Stored items:
────────────────
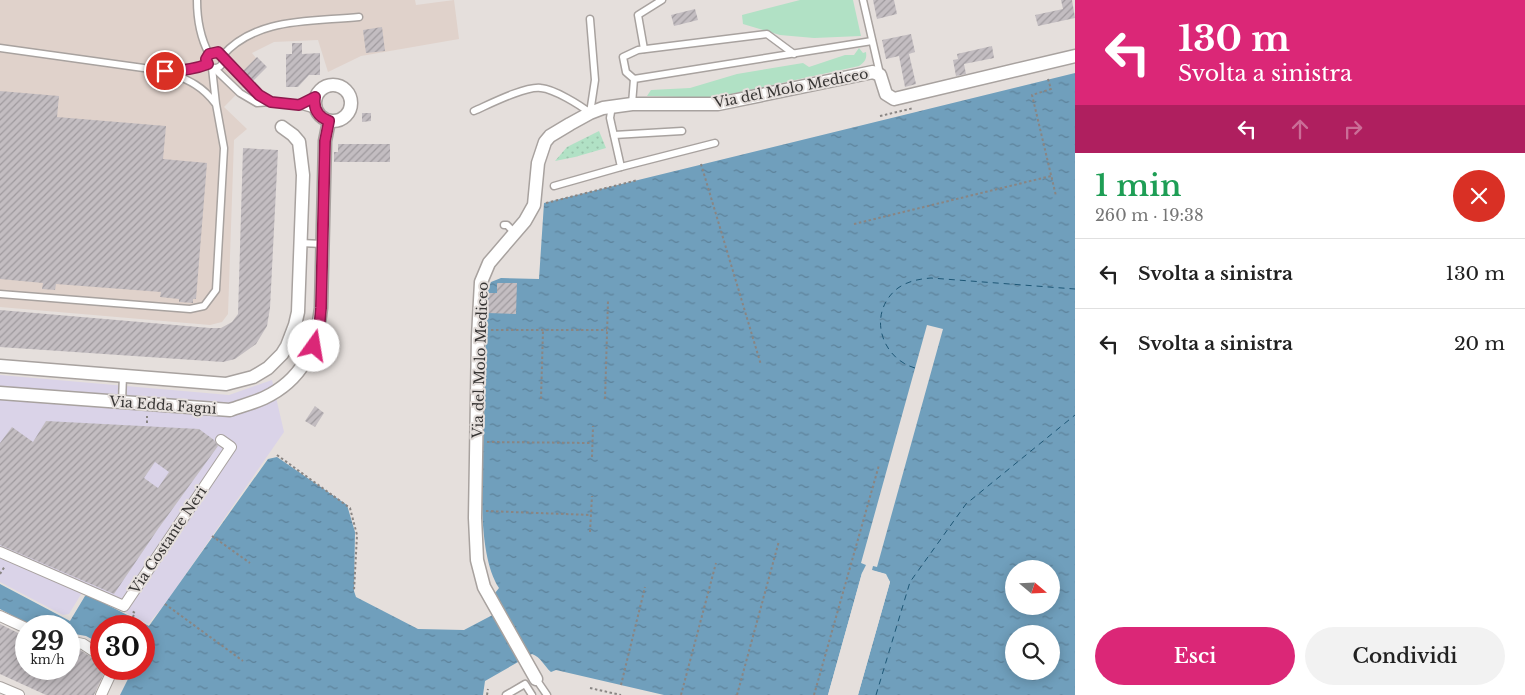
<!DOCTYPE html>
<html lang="it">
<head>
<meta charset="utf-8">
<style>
  :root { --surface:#fff; --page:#f2f2f2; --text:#222; --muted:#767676; --line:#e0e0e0; --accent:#db2777 }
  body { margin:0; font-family:"Libre Baskerville",serif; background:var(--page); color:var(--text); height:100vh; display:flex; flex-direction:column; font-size:19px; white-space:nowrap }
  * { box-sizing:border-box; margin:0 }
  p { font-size:16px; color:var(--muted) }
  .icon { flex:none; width:28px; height:28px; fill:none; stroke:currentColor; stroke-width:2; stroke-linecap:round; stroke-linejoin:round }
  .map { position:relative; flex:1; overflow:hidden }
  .details { display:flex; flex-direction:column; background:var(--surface); width:450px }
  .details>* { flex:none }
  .hud { background:#db2777; color:#fff; overflow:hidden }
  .needle { width:32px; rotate:109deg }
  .fabs { position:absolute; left:1005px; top:560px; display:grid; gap:10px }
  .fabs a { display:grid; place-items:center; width:55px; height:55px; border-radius:50%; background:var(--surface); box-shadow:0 2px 12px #0003; font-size:25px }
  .speed { position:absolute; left:15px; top:615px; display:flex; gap:10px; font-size:25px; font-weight:700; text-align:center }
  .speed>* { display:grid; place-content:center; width:65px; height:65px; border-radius:50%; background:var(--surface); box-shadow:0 2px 12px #0003; line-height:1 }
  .speed small { font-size:12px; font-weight:400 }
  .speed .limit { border:8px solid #d22; background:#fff; color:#111 }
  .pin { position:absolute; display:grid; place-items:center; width:42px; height:42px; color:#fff; margin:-21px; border:2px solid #fff; border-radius:50%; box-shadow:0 1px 5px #0007 }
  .me { position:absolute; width:55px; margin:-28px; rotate:13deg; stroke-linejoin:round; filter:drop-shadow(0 0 4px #0008) }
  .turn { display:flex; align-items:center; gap:18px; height:105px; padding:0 20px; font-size:22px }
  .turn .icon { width:65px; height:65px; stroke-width:2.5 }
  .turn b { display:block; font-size:35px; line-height:42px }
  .lanes { display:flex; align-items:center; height:48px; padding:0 20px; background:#0003; justify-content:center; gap:25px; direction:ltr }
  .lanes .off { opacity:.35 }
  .round { display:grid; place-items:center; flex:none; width:52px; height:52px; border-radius:26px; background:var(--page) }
  .summary { display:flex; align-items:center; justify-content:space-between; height:85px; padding:0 20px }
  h1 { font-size:30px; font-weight:600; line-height:38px; color:#1e9e55 }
  .primary-button { display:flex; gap:10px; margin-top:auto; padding:10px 20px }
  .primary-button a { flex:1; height:58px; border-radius:30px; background:var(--accent); color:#fff; font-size:20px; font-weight:600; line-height:58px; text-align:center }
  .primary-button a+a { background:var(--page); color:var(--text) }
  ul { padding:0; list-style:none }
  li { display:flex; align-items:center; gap:15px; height:70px; padding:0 20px; border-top:1px solid var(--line) }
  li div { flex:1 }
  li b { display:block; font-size:19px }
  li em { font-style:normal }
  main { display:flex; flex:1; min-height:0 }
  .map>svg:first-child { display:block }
  .commercial { fill:#dad3e8 }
  .built { fill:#e0d2cb }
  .grass { fill:#b1e1c5 }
  .garden { fill:url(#garden-dots) }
  .water { fill:url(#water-ripples); fill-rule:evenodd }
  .pier { fill:#e5dfdc }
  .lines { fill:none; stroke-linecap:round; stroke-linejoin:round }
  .ferry { stroke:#1e5776; stroke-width:1; stroke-dasharray:6 5; stroke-linecap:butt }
  .building { fill:url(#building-hatch); fill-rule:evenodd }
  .service-casing { stroke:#a8a29f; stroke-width:9 }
  .pedestrian-casing { stroke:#a8a29f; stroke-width:12 }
  .minor-casing { stroke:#a8a29f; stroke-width:15 }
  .path { stroke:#898583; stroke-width:2; stroke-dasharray:2.5 2.5; stroke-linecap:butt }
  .service { stroke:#fff; stroke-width:6 }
  .pedestrian { stroke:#fff; stroke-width:10 }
  .minor { stroke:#fff; stroke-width:12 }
  .route-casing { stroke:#8e194d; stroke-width:12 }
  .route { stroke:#db2777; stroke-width:9 }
  .labels { text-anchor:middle; stroke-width:4; stroke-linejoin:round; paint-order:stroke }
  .street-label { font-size:14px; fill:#373534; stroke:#e5dfdc }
</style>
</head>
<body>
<main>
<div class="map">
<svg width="1075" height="695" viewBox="0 0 1075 695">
  <defs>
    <pattern id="garden-dots" width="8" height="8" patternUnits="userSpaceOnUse" patternTransform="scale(1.25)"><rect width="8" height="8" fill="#b1e1c5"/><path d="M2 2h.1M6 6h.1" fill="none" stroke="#99c2aa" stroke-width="1.8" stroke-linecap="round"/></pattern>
    <pattern id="water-ripples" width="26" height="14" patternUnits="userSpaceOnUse" patternTransform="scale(1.25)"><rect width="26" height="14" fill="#709fbc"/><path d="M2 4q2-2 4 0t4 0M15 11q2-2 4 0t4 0" fill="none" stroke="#5d829a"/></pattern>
    <pattern id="building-hatch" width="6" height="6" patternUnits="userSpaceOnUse" patternTransform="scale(1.25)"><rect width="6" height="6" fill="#c3bdc1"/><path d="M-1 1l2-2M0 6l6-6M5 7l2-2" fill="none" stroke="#9f9a9e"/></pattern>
  </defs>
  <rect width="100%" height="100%" fill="#e5dfdc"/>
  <path class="commercial" d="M 0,375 L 229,395 L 272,380 L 284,432 L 165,604 L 148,624 L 83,591 L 69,614 L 63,615 L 0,582 Z"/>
  <path class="built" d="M 0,0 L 415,0 L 416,5 L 454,0 L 459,39 L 361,56 L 328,72 L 318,40 L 274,42 L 252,53 L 263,67 L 224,107 L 247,129 L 234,140 L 228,314 L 222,322 L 210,325 L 0,307 Z"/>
  <g class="grass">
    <path d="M 800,0 L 853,0 L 861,36 L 814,38 L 780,35 L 743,24 L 742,15 Z"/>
    <path d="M 859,48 L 863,53 L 866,52 C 867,59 865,62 859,66 L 713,98 L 647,96 L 651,90 L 690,88 L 737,74 L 803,63 L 809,67 L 845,55 L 854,55 Z"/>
  </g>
  <path class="garden" d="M 599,131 L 606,148 L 575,157 L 555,161 L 567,147 Z"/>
  <path class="water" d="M 1075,73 L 1075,695 L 858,695 L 890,582 L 885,574 L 867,569 L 862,573 L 828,695 L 664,695 L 556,670 L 551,672 C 544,666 541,657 532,654 L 485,681 L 483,695 L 120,695 L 129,677 L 133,677 L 137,669 L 144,669 L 144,626 L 101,626 L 101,644 L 86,636 L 69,633 L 69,626 L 32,626 L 0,609 L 0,584 L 70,621 L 85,596 L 88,595 L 149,626 L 268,459 L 277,457 L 347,505 L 355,532 L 354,591 L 356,597 L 418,629 L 464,630 L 504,609 L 495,593 L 499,588 C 475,551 483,464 484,419 C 485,377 486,335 486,293 L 491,282 L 501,278 L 539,279 L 544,203 ZM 1014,569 L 1051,569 L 1051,606 L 1014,606 ZM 1014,634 L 1051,634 L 1051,671 L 1014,671 Z"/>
  <path class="pier" d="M 927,325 L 943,329 L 877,567 L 873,566 L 872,570 L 886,574 L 890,582 L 858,695 L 856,695 L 887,582 L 884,576 L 868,572 L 864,574 L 831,695 L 828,695 L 862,573 L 866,565 L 861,563 Z"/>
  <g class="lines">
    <g class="ferry">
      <path d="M 915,368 C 880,358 867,312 898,288 C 908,281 919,279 931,278 L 1075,289"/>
      <path d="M 876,695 L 910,582 L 966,504 L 1075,415"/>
    </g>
  </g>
  <g class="building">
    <path d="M 873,0 L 894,0 L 897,14 L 877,19 Z"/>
    <path d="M 1061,0 L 1072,0 L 1075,18 L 1038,26 L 1035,15 L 1063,9 Z"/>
    <path d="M 695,9 L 698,20 L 674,26 L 671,15 Z"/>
    <path d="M 382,27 L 385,51 L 366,53 L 363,30 Z"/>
    <path d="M 911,34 L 915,52 L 909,54 L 916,84 L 905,87 L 899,56 L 886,59 L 882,40 Z"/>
    <path d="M 292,43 L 302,43 L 302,54 L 320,53 L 320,75 L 309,75 L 298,87 L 286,87 L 286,54 L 292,54 Z"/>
    <path d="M 992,46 L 994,58 L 964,64 L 966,74 L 956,76 L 953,60 L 958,59 L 957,54 Z"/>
    <path d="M 257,57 L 267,67 L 253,81 L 243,71 Z"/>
    <path d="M 0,91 L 59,96 L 57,117 L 166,126 L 163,159 L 207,163 L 196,299 L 193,299 L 193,303 L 179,302 L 179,299 L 160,297 L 161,292 L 56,284 L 55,290 L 42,289 L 43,283 L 0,279 Z"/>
    <path d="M 362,113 L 371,113 L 371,121 L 362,122 Z"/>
    <path d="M 338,144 L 390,144 L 390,162 L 334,162 L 334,152 L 338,152 Z"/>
    <path d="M 243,148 L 278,150 L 270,308 L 267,326 L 256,344 L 235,359 L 223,362 L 0,347 L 0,310 L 210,328 L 221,328 L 232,322 L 238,314 Z"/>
    <path d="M 497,283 L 517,283 L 516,314 L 487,313 L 489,293 L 497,293 Z"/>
    <path d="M 315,406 L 324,413 L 315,427 L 305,421 Z"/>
    <path d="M 46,421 L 199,429 L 214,440 L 218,446 L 158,529 L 114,594 L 0,545 L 0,443 L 12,427 L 33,442 ZM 155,462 L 169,472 L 158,488 L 144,478 Z"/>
    <path d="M 0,624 L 26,637 L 26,669 L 69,669 L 69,648 L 80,650 L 101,663 L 101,669 L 106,669 L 94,695 L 46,695 L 0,674 Z"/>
  </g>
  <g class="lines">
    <defs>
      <g id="service">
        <path d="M 197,0 C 197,19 200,37 209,54"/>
        <path d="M 863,0 L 880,74"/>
        <path d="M 0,48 L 165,71 L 183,72 L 208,64"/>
        <path d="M 644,49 L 638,15 L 662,0"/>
        <circle cx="215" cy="60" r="8"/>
        <path d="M 222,56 C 256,17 311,22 359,17"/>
        <path d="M 223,58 L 259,95 L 270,101"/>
        <path d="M 215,69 L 240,93 L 257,103 L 271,102 L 299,105 L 316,110"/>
        <path d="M 171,73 C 190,81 202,86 215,103"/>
        <path d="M 634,79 L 626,72 L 623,57 L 638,50 L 767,34 L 794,54"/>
        <path d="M 632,104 L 634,79 L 872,41"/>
        <path d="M 299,105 L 315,97"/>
        <path d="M 474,111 C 490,104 525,86 541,88 C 554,89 580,105 590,113 L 595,80 L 590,19"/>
        <path d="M 614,135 L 682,131"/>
        <path d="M 621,167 L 715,143"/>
        <path d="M 554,186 L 621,167 L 610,118 L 612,106"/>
        <path d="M 504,225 L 507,225 L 515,233"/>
        <path d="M 300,243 L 323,244"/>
        <path d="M 0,294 L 190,309 L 204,306 L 216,290 L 224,148 L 216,104 L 212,68"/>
        <path d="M 122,402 L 123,376"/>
        <path d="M 536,679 L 547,695"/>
        <path d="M 506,695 L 525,684 L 532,695"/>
      </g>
      <g id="pedestrian">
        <path d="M 0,552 L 124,606 L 231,447 L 221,440"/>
        <path d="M 0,616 L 26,628"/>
        <path d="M 69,641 L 83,644 L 101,656"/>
        <path d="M 0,687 L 19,695"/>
        <path d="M 101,695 L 113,669"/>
      </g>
      <g id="minor">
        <circle cx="333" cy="103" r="18"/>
        <path d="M 0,366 L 226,384 L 253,377 L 268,368 L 282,354 L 287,346 L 295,325 L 298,312 L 303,175 L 299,142 L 293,135 L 282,127"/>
        <path d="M 0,393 L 230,410 C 241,406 253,403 264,398 C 302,380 317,348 321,308 L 325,141 L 329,121"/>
        <path d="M 536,679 L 484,587 L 477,560 L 475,518 L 478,337 L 481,282 L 489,263 L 525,221 L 534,205 L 538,163 L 545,142 L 550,136 L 570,124 L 590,113 L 603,108 L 632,104 L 718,104 L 873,72 L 880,75 L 886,94 L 894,99 L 1075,56"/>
      </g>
    </defs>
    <use href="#service" class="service-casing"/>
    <use href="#pedestrian" class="pedestrian-casing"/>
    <use href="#minor" class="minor-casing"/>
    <g class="path">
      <path d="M 1048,79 L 1051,89 L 1032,95 L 1056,196"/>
      <path d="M 880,116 L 914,108"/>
      <path d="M 701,164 L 761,365"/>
      <path d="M 546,203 L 638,180"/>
      <path d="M 854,224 L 1051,176"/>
      <path d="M 491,330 L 607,330"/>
      <path d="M 541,399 L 543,330"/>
      <path d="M 605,399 L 608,301"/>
      <path d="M 147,423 L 147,416"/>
      <path d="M 487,442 L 592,443"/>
      <path d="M 277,455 L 350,508 L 357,535 L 354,591"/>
      <path d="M 592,457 L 593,426"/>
      <path d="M 486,511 L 591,515"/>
      <path d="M 590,532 L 592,496"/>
      <path d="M 212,536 L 250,563"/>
      <path d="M 0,574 L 5,566"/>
      <path d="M 165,604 L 243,661"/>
      <path d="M 128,626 L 135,613 L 132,611"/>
      <path d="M 621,685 L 645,587"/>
      <path d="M 590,688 L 621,695"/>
      <path d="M 487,695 L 488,689"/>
      <path d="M 681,695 L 716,563"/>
      <path d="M 737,695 L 779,541"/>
      <path d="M 814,695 L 879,465"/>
    </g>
    <use href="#service" class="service"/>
    <use href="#pedestrian" class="pedestrian"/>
    <use href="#minor" class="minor"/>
  </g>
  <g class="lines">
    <defs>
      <path id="route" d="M 165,71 C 180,71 193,70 208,64 L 206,59 L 209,54 L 218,52 L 259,95 L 271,102 L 299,105 L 315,97 C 313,109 318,117 329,121 L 325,141 L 321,308 L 319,330 L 314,346"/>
    </defs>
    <use href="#route" class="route-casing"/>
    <use href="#route" class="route"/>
  </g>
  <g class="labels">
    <g class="street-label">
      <text transform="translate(791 88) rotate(-11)" y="5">Via del Molo Mediceo</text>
      <text transform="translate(480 360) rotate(-88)" y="5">Via del Molo Mediceo</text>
      <text transform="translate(163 405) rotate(4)" y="5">Via Edda Fagni</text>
      <text transform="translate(168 540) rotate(-56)" y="5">Via Costante Neri</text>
    </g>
  </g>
</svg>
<div class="fabs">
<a><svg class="needle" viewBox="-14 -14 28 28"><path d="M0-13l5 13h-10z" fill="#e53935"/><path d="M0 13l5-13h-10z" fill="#767676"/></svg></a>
<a><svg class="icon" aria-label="search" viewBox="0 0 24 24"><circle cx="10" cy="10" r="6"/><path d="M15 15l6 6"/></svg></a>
</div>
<div class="speed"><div>29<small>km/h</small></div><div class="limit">30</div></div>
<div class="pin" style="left:165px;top:71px;background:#d93025"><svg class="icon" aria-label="arrive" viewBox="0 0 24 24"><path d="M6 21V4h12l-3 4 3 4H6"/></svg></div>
<svg class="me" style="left:314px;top:346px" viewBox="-20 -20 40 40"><circle r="19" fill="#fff"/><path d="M0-13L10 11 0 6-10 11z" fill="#db2777"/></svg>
</div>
<section class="details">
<div class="hud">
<div class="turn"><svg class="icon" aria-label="left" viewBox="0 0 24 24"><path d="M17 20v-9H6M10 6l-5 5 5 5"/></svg><div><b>130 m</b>Svolta a sinistra</div></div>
<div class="lanes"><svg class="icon" aria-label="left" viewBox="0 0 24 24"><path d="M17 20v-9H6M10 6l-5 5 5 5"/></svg><svg class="icon off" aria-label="ahead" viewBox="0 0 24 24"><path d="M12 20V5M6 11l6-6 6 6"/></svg><svg class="icon off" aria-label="right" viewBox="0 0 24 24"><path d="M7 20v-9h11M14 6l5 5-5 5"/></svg></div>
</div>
<div class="summary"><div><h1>1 min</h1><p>260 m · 19:38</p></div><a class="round" style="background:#d93025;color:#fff"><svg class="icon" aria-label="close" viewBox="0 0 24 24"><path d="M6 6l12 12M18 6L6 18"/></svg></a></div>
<ul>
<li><svg class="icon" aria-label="left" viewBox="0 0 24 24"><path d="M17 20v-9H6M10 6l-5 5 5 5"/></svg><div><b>Svolta a sinistra</b></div><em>130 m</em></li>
<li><svg class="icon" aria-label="left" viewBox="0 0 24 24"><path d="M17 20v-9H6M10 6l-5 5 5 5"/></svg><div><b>Svolta a sinistra</b></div><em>20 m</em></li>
</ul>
<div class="primary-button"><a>Esci</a><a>Condividi</a></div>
</section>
</main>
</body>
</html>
────────────────
# Exercise brief
Scan the records for the word "absolute", and copy each line where it is found.

# Exercise result
  .fabs { position:absolute; left:1005px; top:560px; display:grid; gap:10px }
  .speed { position:absolute; left:15px; top:615px; display:flex; gap:10px; font-size:25px; font-weight:700; text-align:center }
  .pin { position:absolute; display:grid; place-items:center; width:42px; height:42px; color:#fff; margin:-21px; border:2px solid #fff; border-radius:50%; box-shadow:0 1px 5px #0007 }
  .me { position:absolute; width:55px; margin:-28px; rotate:13deg; stroke-linejoin:round; filter:drop-shadow(0 0 4px #0008) }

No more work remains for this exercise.